**LISTED ENTRIES**

------------------------------------

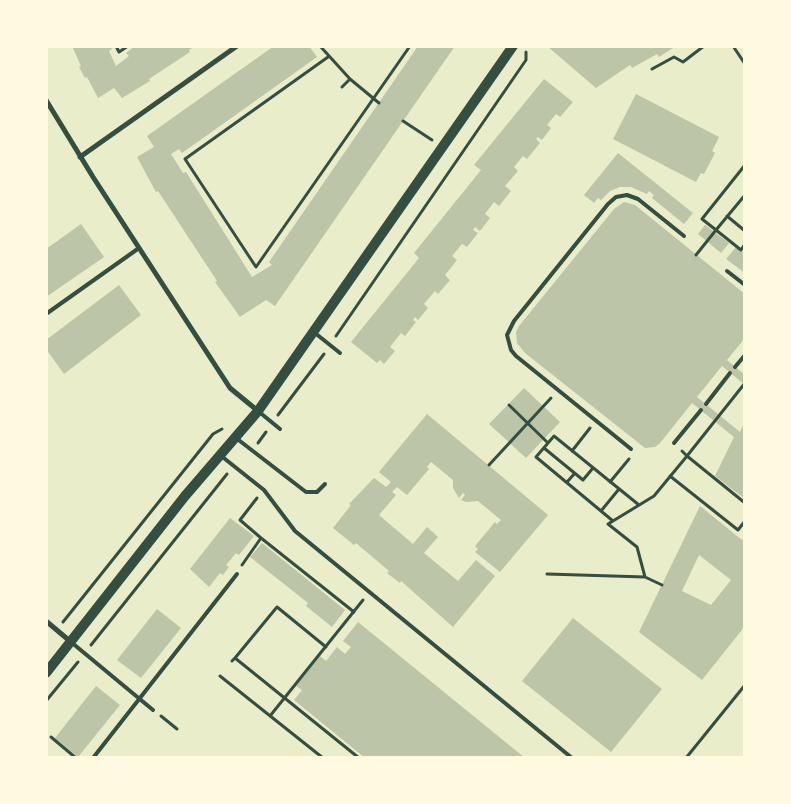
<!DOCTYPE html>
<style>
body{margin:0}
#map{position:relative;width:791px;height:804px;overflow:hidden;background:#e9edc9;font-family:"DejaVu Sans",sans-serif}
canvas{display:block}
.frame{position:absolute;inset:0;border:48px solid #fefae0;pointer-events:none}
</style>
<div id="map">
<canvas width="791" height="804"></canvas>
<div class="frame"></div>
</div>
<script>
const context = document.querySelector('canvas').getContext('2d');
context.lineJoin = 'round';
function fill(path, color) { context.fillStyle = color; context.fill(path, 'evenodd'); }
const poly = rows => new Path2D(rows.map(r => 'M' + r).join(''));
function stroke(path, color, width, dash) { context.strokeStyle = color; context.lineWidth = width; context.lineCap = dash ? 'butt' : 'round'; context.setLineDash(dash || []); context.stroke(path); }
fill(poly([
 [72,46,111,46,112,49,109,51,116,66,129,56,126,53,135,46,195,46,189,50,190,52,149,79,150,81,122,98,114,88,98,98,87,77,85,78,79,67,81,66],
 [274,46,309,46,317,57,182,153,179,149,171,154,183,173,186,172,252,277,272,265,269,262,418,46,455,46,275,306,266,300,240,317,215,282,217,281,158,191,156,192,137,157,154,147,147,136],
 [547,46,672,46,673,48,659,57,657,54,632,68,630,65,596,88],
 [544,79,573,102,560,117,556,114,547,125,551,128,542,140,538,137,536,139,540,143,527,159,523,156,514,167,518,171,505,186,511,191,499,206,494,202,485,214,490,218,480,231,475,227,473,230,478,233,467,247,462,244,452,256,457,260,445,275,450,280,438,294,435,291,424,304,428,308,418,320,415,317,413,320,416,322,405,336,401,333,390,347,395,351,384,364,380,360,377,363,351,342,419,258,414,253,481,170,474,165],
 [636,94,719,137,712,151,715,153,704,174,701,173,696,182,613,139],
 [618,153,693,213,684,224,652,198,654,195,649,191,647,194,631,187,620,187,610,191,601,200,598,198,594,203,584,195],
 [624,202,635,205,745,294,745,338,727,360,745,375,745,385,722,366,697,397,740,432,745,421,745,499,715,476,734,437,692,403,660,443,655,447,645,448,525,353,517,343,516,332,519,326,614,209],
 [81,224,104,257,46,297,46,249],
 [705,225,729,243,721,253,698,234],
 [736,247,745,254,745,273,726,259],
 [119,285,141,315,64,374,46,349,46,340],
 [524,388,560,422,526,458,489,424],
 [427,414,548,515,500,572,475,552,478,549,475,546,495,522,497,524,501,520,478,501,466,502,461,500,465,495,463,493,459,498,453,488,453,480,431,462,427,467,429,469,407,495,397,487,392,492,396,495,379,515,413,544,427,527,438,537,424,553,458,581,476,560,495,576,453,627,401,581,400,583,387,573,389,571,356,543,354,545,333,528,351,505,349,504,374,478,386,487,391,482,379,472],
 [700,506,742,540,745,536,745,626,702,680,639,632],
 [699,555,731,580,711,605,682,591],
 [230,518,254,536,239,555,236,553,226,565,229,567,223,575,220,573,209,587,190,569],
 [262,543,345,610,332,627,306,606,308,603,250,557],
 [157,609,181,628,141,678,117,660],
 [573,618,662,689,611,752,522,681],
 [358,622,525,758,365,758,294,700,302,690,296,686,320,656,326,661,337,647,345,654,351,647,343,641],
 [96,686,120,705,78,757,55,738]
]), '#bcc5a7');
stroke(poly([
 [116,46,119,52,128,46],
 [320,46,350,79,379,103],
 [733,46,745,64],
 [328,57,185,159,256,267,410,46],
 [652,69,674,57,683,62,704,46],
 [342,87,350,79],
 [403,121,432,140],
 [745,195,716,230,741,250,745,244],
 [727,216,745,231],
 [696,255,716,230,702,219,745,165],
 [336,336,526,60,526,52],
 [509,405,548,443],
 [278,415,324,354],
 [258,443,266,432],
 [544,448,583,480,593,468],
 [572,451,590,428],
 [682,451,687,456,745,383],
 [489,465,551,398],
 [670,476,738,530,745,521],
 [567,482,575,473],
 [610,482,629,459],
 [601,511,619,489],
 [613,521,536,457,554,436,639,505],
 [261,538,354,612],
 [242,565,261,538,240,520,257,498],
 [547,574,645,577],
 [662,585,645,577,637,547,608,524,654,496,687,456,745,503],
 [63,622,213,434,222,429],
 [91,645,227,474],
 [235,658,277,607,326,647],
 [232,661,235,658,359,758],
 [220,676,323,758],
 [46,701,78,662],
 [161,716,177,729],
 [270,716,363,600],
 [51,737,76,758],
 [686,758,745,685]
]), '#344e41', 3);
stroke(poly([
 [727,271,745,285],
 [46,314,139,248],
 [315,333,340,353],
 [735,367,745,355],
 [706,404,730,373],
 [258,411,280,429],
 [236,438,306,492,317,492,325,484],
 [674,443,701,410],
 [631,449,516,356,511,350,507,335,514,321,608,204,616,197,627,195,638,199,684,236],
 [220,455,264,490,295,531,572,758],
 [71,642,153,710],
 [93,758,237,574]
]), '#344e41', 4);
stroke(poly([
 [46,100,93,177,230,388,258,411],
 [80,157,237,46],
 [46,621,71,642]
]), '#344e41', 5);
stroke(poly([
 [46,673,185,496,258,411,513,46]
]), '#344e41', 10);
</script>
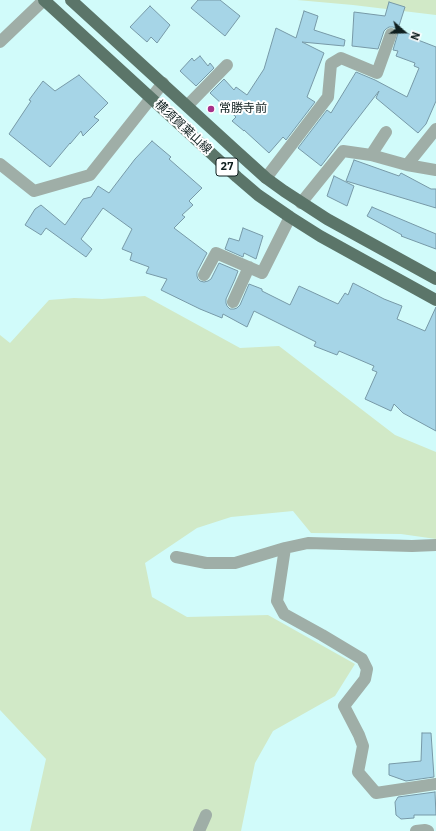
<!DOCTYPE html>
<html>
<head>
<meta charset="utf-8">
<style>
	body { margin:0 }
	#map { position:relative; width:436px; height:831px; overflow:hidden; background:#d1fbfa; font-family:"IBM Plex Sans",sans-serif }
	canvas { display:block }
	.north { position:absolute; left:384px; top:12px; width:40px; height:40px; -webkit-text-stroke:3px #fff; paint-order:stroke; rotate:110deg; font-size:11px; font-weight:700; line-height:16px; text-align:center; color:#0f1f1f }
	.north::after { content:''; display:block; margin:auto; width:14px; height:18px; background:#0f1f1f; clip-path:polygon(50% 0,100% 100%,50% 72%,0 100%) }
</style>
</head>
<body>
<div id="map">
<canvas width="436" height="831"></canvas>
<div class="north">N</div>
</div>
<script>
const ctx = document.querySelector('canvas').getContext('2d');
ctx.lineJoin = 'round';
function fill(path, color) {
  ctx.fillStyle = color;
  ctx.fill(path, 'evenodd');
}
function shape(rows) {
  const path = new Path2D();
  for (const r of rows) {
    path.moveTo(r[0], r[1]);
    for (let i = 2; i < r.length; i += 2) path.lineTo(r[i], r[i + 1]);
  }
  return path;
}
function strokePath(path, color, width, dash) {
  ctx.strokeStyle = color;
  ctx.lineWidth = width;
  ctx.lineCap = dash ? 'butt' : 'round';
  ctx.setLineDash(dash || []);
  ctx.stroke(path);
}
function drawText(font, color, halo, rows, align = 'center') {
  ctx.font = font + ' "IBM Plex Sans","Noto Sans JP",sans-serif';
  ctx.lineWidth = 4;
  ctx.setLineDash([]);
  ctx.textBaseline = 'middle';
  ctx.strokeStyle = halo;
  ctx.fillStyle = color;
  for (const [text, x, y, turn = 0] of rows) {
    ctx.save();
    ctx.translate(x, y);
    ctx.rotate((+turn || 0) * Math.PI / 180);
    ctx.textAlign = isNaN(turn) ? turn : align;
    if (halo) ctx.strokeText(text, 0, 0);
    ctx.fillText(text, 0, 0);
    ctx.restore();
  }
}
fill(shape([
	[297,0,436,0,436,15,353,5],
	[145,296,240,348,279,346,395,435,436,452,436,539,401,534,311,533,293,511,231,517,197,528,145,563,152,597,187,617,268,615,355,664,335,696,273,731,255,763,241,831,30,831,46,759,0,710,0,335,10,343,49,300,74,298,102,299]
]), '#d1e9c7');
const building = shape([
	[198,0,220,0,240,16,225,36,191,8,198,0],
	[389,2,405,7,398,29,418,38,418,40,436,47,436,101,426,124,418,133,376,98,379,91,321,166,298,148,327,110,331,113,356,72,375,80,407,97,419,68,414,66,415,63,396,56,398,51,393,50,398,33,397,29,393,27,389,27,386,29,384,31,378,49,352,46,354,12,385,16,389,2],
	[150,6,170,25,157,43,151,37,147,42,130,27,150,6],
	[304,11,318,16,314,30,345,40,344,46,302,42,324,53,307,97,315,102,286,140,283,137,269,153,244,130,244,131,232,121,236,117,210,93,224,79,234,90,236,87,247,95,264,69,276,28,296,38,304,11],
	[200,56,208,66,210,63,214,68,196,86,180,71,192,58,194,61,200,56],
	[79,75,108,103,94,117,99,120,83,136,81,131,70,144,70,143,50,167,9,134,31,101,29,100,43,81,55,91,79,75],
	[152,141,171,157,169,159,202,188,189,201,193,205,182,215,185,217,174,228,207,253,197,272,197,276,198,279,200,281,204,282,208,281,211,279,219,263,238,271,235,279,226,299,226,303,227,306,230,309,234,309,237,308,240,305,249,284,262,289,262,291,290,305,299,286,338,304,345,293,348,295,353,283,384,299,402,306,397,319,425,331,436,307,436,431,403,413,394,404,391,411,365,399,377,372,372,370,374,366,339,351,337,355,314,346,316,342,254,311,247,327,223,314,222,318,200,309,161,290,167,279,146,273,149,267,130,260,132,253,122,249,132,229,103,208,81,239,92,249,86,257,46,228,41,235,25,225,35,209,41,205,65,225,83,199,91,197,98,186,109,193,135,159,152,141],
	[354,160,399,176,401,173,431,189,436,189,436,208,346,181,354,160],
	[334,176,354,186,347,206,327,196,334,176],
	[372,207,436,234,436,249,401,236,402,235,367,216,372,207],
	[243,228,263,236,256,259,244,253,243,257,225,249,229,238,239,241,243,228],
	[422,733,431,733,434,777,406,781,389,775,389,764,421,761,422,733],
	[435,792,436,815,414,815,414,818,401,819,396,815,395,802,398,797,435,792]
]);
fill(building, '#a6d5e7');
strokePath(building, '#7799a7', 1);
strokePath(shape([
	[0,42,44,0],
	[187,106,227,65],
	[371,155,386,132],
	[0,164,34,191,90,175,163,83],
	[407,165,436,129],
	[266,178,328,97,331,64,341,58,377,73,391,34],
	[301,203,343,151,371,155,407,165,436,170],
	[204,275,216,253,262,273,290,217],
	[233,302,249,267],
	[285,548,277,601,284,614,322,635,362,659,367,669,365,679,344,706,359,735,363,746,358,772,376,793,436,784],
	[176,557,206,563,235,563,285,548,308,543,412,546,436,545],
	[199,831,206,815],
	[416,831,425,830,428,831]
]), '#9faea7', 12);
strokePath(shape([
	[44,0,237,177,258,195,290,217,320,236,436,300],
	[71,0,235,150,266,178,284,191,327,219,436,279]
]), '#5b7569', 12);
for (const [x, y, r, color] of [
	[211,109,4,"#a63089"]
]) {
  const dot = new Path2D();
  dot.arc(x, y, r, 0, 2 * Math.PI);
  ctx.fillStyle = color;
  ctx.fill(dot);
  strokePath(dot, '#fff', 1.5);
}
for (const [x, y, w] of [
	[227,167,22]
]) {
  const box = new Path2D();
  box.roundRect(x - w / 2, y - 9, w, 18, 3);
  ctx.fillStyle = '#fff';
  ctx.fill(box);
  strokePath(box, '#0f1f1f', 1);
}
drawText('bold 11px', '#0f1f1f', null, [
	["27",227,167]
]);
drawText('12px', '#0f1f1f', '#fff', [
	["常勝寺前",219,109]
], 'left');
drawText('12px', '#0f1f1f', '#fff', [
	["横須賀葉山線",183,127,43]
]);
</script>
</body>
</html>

------------------------------------

**ASSIGNMENT**
Using the material, find how many lines hold the word "querySelector". Give the number by itself.

**EXERCISE RESPONSE**
2